Forest School, at a distance

As part of our Wild Forest School project, which is generously supported by players of People’s Postcode Lottery, Leicestershire and Rutland Wildlife Trust run Forest School sessions for home-educated children.

As part of our Wild Forest School project, which is generously supported by players of People’s Postcode Lottery, Leicestershire and Rutland Wildlife Trust run Forest School sessions for five groups of home-educated children.

During the pandemic, many families got a taste of educating their children at home, but what about those who are already home educated? Leicester has a large and thriving community of home educators. Parents home educate for a wide variety of reasons, which include supporting child-led learning, spending more time as a family or outdoors, or because school has not provided the right environment for the needs of their child.

Forest School

Home-educated children were impacted by lockdown, as many of the groups they attend were either suspended or moved online. When schools were back in session, home-educated children were still not able to meet, play and socialise together like their school-going peers.

We have found that our Forest School sessions, run in a Covid-secure manner, have been vitally important to many families during the pandemic. Here some of our families share their experiences:

“Attending Forest School has been a real lifeline for me and my children in a year of being isolated at home.”
Forest School

“During lockdown we found Forest School was really important in providing some learning and contact with others that wasn’t screen-based. It gave us a reason and motivation to get outdoors which was so good for the children’s wellbeing.”

The sessions have offered a sense of normality during very strange and challenging times:

“Forest School offered a safe sense of freedom and seeing familiar faces and friends gave comfort and security.”

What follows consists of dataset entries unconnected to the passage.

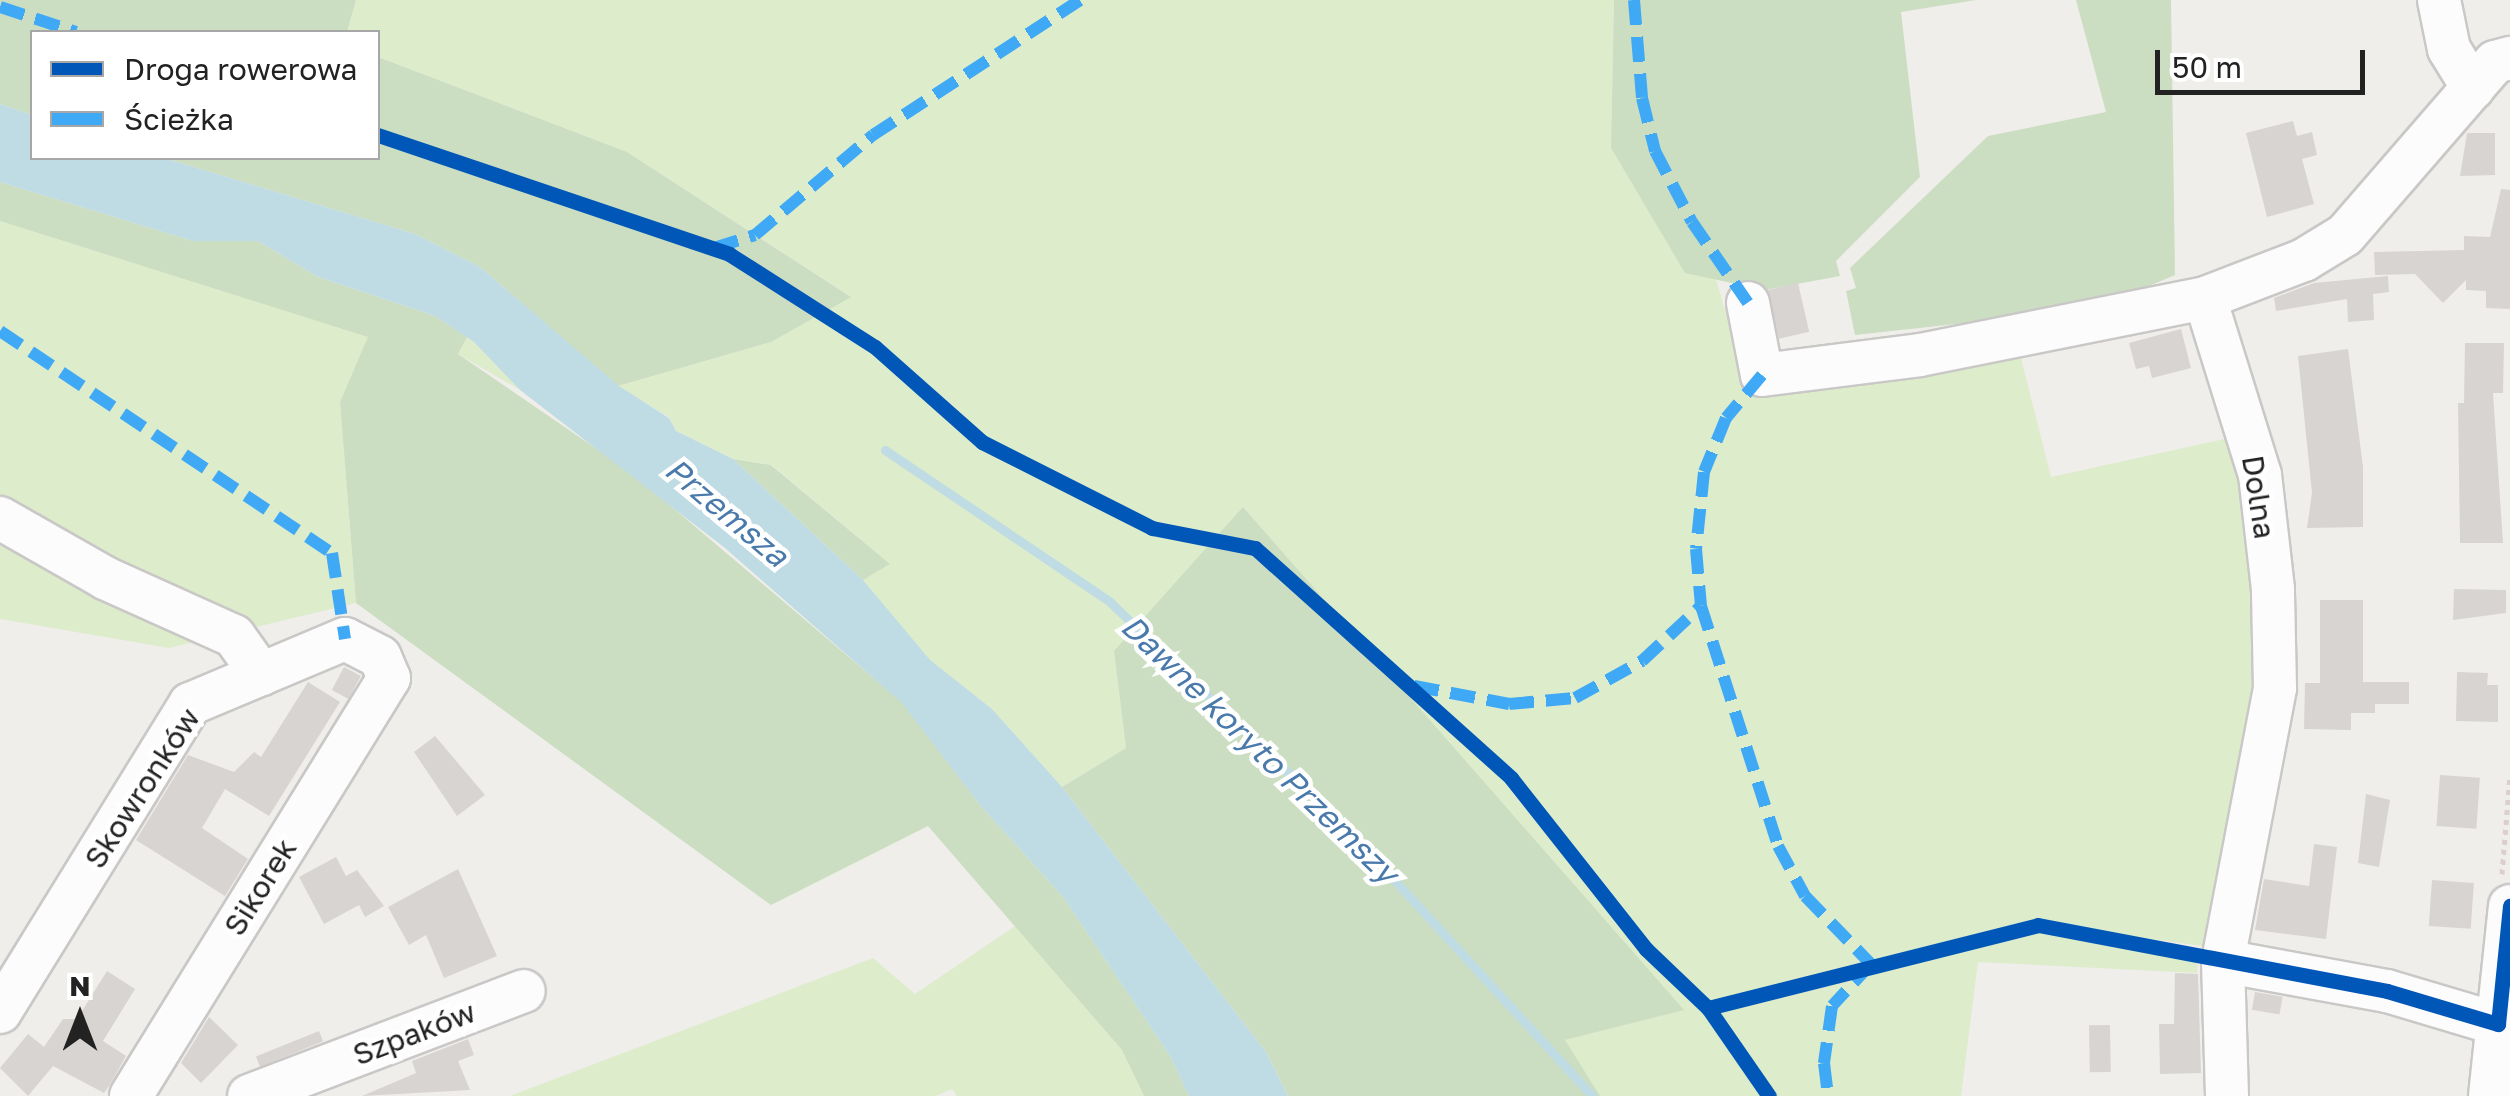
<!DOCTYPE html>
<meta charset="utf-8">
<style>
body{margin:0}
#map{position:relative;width:2510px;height:1096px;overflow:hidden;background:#f0eeeb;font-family:"Golos Text",sans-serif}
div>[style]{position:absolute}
.grass>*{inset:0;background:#ddeccb}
.forest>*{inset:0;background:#cbdec1}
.water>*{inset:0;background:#bfdbe3}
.stream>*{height:9px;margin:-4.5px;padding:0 4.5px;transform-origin:4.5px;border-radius:4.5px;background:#bfdbe3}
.building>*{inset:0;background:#d7d4d2;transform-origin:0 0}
.path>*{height:5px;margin-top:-2.5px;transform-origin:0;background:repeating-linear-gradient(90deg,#dccecd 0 5px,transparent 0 10px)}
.roads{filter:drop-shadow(2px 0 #c9c8c7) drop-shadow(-2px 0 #c9c8c7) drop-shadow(0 2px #c9c8c7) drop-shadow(0 -2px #c9c8c7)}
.minor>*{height:42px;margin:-21px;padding:0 21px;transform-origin:21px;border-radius:21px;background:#fdfcfc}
.quiet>*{height:12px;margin-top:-6px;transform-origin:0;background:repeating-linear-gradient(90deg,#3fa9f5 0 25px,transparent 0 37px)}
.cycleway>*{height:15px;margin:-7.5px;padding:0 7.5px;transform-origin:7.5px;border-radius:7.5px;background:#0057b8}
span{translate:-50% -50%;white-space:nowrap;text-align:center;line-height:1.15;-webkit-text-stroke:9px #fff;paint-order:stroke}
.street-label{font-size:30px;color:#222}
.water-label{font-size:32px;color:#4a7aab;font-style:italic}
.legend{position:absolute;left:30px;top:30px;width:350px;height:130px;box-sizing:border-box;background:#fff;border:2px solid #a7a7a7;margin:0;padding:12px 18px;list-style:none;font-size:30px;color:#222}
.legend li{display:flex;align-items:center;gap:20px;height:50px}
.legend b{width:50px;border:2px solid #a7a7a7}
.north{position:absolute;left:30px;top:966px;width:100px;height:100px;-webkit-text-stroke:8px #fff;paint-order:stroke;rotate:0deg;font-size:28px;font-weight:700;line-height:40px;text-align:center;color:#222}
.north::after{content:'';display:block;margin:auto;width:35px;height:45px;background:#222;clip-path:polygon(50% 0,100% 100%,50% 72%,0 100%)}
.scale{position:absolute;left:2155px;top:50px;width:210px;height:45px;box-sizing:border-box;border:5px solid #222;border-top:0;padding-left:12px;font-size:30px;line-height:35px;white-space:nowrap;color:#222;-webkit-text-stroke:8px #fff;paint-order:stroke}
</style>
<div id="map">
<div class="grass">
<div style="clip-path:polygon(356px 0,1614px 0,1611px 148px,1685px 272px,1716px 279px,1744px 378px,2017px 342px,2051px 477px,2238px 436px,2263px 693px,2218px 931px,2202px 946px,2072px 928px,2198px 952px,2197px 973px,1978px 962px,1961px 1096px,1597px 1096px,1564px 1040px,1683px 1010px,1244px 508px,1114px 651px,1126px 748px,1062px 787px,992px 709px,929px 660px,863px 580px,890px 564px,772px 465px,733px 459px,676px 431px,669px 417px,618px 386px,771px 342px,850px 296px,627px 152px,378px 57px,378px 32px,347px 32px)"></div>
<div style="clip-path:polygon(0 221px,369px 337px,340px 402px,356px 603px,169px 648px,0 619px)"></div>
<div style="clip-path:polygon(467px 337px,474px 342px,520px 390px,458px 354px)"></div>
<div style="clip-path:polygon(1015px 926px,1122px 1050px,1144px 1096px,957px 1096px,952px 1089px,936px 1096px,510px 1096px,873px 958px,915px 994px)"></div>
</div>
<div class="forest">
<div style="clip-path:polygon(0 0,356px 0,347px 32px,32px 32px,32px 115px,0 104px)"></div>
<div style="clip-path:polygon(1614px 0,1976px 0,1901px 12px,1920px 177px,1836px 261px,1840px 276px,1765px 290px,1685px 273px,1611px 148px)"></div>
<div style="clip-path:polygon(2076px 0,2171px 0,2175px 275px,2095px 309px,1855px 335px,1846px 291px,1856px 288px,1850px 268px,1988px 136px,2106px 112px)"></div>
<div style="clip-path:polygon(378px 57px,627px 152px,851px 297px,771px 342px,618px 386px,480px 267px,415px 234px,164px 158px,378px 158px)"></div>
<div style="clip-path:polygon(0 182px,193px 241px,258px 241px,318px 277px,435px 316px,467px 337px,458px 354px,632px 473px,903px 703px,980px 805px,1064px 898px,1170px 1056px,1189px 1096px,1144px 1096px,1122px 1050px,928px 826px,771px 905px,356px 603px,340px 402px,368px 337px,0 221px)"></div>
<div style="clip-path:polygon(733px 459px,771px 465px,890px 564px,863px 580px)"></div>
<div style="clip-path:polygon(1243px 507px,1684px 1010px,1565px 1040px,1600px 1096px,1288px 1096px,1266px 1052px,1062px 787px,1126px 748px,1114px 651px)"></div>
</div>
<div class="water">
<div style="clip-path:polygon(0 104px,32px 115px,32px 158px,164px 158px,415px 234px,480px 267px,619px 386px,669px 418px,676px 431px,733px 459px,863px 580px,930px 660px,992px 709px,1062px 787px,1266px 1052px,1288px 1096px,1189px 1096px,1170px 1056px,1064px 898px,980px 805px,902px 703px,725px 548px,520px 390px,474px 342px,435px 316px,318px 277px,258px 241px,193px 241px,0 182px)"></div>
</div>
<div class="stream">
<div style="left:885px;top:450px;width:272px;rotate:34deg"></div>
<div style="left:1110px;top:602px;width:339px;rotate:43.8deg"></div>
<div style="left:1355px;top:837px;width:351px;rotate:47.5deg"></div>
</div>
<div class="building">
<div style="clip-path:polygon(2293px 121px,2297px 136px,2312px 132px,2317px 155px,2302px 159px,2314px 204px,2267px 217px,2246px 133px)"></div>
<div style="clip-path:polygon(2467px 133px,2495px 133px,2495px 175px,2460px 176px)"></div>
<div style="clip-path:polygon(2501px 189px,2510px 190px,2510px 309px,2486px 308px,2486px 291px,2466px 290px,2466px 280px,2443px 303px,2415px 274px,2375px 275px,2374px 252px,2464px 250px,2464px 236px,2490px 237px)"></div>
<div style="clip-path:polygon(2388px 276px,2389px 292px,2373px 294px,2374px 320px,2348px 322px,2347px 299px,2276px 311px,2274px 298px,2314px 283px)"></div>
<div style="left:1798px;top:283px;width:50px;height:31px;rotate:77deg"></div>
<div style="clip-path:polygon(2181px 329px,2191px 368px,2152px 378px,2149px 366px,2136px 369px,2129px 343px)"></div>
<div style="clip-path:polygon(2465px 343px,2504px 343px,2503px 393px,2493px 393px,2503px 543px,2460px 543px,2458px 403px,2464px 403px)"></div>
<div style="clip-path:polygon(2348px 349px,2363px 467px,2363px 527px,2307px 528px,2312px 493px,2298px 356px)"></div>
<div style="clip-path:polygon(2454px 589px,2506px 590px,2506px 613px,2453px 620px)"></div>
<div style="clip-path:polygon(2320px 600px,2363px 600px,2363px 682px,2409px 682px,2409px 704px,2375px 704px,2375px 713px,2351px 713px,2351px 730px,2304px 729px,2305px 683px,2320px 683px)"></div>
<div style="left:344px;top:667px;width:19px;height:26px;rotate:28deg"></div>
<div style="clip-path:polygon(2457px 672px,2488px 673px,2487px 685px,2498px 685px,2498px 722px,2456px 721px)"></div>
<div style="clip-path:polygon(308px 682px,340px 702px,269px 816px,225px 789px,202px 828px,248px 859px,225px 896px,136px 840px,188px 755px,234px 772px,254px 752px,261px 757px)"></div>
<div style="clip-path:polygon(435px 736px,485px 795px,457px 816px,414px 752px)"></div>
<div style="left:2440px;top:775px;width:40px;height:51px;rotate:4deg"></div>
<div style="clip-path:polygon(2366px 794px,2390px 800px,2379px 867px,2358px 863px)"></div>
<div style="clip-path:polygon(2314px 844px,2337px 847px,2326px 939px,2255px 930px,2264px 879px,2309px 886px)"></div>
<div style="clip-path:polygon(336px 857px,346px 876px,357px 870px,384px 906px,365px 917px,359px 905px,324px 924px,299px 877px)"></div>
<div style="clip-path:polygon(458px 869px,497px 956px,444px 978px,426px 935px,409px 945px,388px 907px)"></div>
<div style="left:2432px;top:880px;width:42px;height:46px;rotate:4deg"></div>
<div style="clip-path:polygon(107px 971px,135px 989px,103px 1041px,126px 1056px,109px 1086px,104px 1093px,53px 1066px,28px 1096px,0 1068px,28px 1034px,44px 1047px,63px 1019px,77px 1019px)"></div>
<div style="clip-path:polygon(2175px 973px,2198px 974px,2201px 1073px,2160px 1074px,2159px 1024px,2174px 1024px)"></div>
<div style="left:2255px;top:992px;width:28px;height:18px;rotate:10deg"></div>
<div style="clip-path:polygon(209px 1017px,238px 1045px,201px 1083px,181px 1063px)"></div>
<div style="left:2110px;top:1025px;width:47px;height:21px;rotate:89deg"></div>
<div style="left:319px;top:1031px;width:11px;height:68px;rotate:68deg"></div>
<div style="clip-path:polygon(468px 1039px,474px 1055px,458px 1061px,470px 1090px,362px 1096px,416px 1073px,412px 1061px)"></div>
</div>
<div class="path">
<div style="left:2502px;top:874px;width:99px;rotate:-85.4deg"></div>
</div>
<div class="roads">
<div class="minor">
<div style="left:2439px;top:0;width:50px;rotate:78.5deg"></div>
<div style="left:2449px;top:49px;width:46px;rotate:58.4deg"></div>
<div style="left:1748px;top:303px;width:73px;rotate:79deg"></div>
<div style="left:1762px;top:375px;width:159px;rotate:-7.2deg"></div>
<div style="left:1920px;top:355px;width:291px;rotate:-11.3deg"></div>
<div style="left:0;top:518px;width:121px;rotate:29.7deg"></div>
<div style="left:105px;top:578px;width:141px;rotate:24.2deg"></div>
<div style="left:234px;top:636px;width:47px;rotate:54.6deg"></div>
<div style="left:2223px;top:961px;width:167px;rotate:10.4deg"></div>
<div style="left:2387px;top:991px;width:116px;rotate:16.6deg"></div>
<div style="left:0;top:1012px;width:362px;rotate:-58.3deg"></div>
<div style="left:190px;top:704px;width:168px;rotate:-22.8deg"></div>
<div style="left:345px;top:639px;width:39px;rotate:27deg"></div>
<div style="left:380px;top:657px;width:23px;rotate:67deg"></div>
<div style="left:389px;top:678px;width:491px;rotate:121.7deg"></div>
<div style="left:249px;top:1096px;width:294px;rotate:-20.9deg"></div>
<div style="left:2227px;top:1096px;width:135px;rotate:-91.7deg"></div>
<div style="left:2223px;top:961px;width:278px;rotate:-79.2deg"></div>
<div style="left:2275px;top:688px;width:99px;rotate:-91.2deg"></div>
<div style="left:2273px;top:589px;width:115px;rotate:-96.5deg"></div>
<div style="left:2260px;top:475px;width:185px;rotate:-107.3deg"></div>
<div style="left:2205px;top:298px;width:106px;rotate:-21deg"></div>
<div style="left:2304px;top:260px;width:48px;rotate:-31.4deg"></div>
<div style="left:2345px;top:235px;width:229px;rotate:-49.1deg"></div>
<div style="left:2495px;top:62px;width:16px;rotate:-15deg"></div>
<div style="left:2490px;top:1096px;width:191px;rotate:-84deg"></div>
</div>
</div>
<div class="quiet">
<div style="left:1634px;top:0;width:98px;rotate:85.3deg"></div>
<div style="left:1642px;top:98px;width:55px;rotate:76.2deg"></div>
<div style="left:1655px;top:151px;width:80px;rotate:62.5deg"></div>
<div style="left:1692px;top:222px;width:98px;rotate:55.3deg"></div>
<div style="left:0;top:7px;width:80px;rotate:18.2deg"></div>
<div style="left:714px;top:248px;width:43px;rotate:-17.6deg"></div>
<div style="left:755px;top:235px;width:155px;rotate:-40.3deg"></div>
<div style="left:873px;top:135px;width:247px;rotate:-33.1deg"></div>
<div style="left:0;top:331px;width:399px;rotate:33.8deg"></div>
<div style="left:332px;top:553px;width:87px;rotate:81.4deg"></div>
<div style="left:1762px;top:375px;width:56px;rotate:129.9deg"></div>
<div style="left:1726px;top:418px;width:58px;rotate:112.2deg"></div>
<div style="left:1704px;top:472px;width:77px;rotate:95.9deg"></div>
<div style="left:1696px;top:549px;width:57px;rotate:85deg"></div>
<div style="left:1701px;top:606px;width:252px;rotate:72.2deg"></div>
<div style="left:1778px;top:846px;width:57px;rotate:61.6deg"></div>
<div style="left:1805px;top:896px;width:95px;rotate:45.9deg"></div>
<div style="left:1871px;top:964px;width:57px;rotate:132.9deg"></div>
<div style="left:1832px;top:1006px;width:58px;rotate:98deg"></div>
<div style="left:1824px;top:1063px;width:33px;rotate:83deg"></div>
<div style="left:1414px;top:686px;width:97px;rotate:10.7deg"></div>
<div style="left:1509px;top:704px;width:66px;rotate:-5.2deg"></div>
<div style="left:1575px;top:698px;width:77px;rotate:-28.9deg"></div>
<div style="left:1642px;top:661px;width:81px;rotate:-43deg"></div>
</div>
<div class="cycleway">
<div style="left:378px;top:135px;width:371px;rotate:18.7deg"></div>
<div style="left:729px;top:254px;width:173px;rotate:32.5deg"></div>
<div style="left:875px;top:347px;width:143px;rotate:41.6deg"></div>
<div style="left:982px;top:442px;width:191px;rotate:26.8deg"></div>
<div style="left:1152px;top:528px;width:105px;rotate:11deg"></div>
<div style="left:1255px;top:548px;width:344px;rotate:41.9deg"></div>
<div style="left:1511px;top:778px;width:218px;rotate:51.7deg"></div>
<div style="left:1646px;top:949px;width:86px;rotate:43.6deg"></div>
<div style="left:1708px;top:1008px;width:107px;rotate:55.3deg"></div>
<div style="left:1708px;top:1008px;width:340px;rotate:-14.1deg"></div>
<div style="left:2038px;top:925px;width:355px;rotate:10.7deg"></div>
<div style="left:2387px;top:991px;width:116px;rotate:16.6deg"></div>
<div style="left:2498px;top:1024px;width:119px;rotate:-84.2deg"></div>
</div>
<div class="street-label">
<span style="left:2259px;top:497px;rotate:81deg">Dolna</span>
<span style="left:142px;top:788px;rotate:-57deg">Skowronków</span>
<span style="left:260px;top:887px;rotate:-58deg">Sikorek</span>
<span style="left:414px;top:1033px;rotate:-21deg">Szpaków</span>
</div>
<div class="water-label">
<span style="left:727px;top:512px;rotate:40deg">Przemsza</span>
<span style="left:1260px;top:749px;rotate:44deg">Dawne koryto Przemszy</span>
</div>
<ul class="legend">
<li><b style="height:12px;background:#0057b8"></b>Droga rowerowa</li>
<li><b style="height:12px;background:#3fa9f5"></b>Ścieżka</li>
</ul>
<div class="north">N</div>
<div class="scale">50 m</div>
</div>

“When Forest School restarted last autumn it was only one of 2 in person activities our son had to attend due to lockdown rules. He had really missed seeing his friends and for ourselves seeing other adults. I love being outside in the Spinney, making things and spending time with my friends and family.”

Forest School

Of course, there have had to be some changes to the way we run the sessions, with children staying in socially distanced family groups, rather than mixing freely as before. Forest School Leaders have had to adapt activities and spend longer planning and preparing for sessions. There has been no sharing of equipment, so at the start of the session, families are given their own set of the tools and materials. Everything must then be washed or put in quarantine after use.

However, the extra time and effort involved has very much been worth it, to see happy, confident children engaging with one another and nature:

“Both my son and I love Forest school as we enjoy being at one with nature and it is a great way to learn new skills, and build friendships with other families. Watching the children grow over the years and form bonds is incredible, and we both find it connects us to both nature and with one another.”  

Forest School

Popular activities at Forest School have included making wooden owls, scary skeletons and other creatures, firing bows and arrows, balancing on a slackline, creating bubble wands, treasure hunting and of course, cooking on the fire. 

We look forward to making many more joyful memories in the woods and hope that we’ll be able to play our favourite games together soon!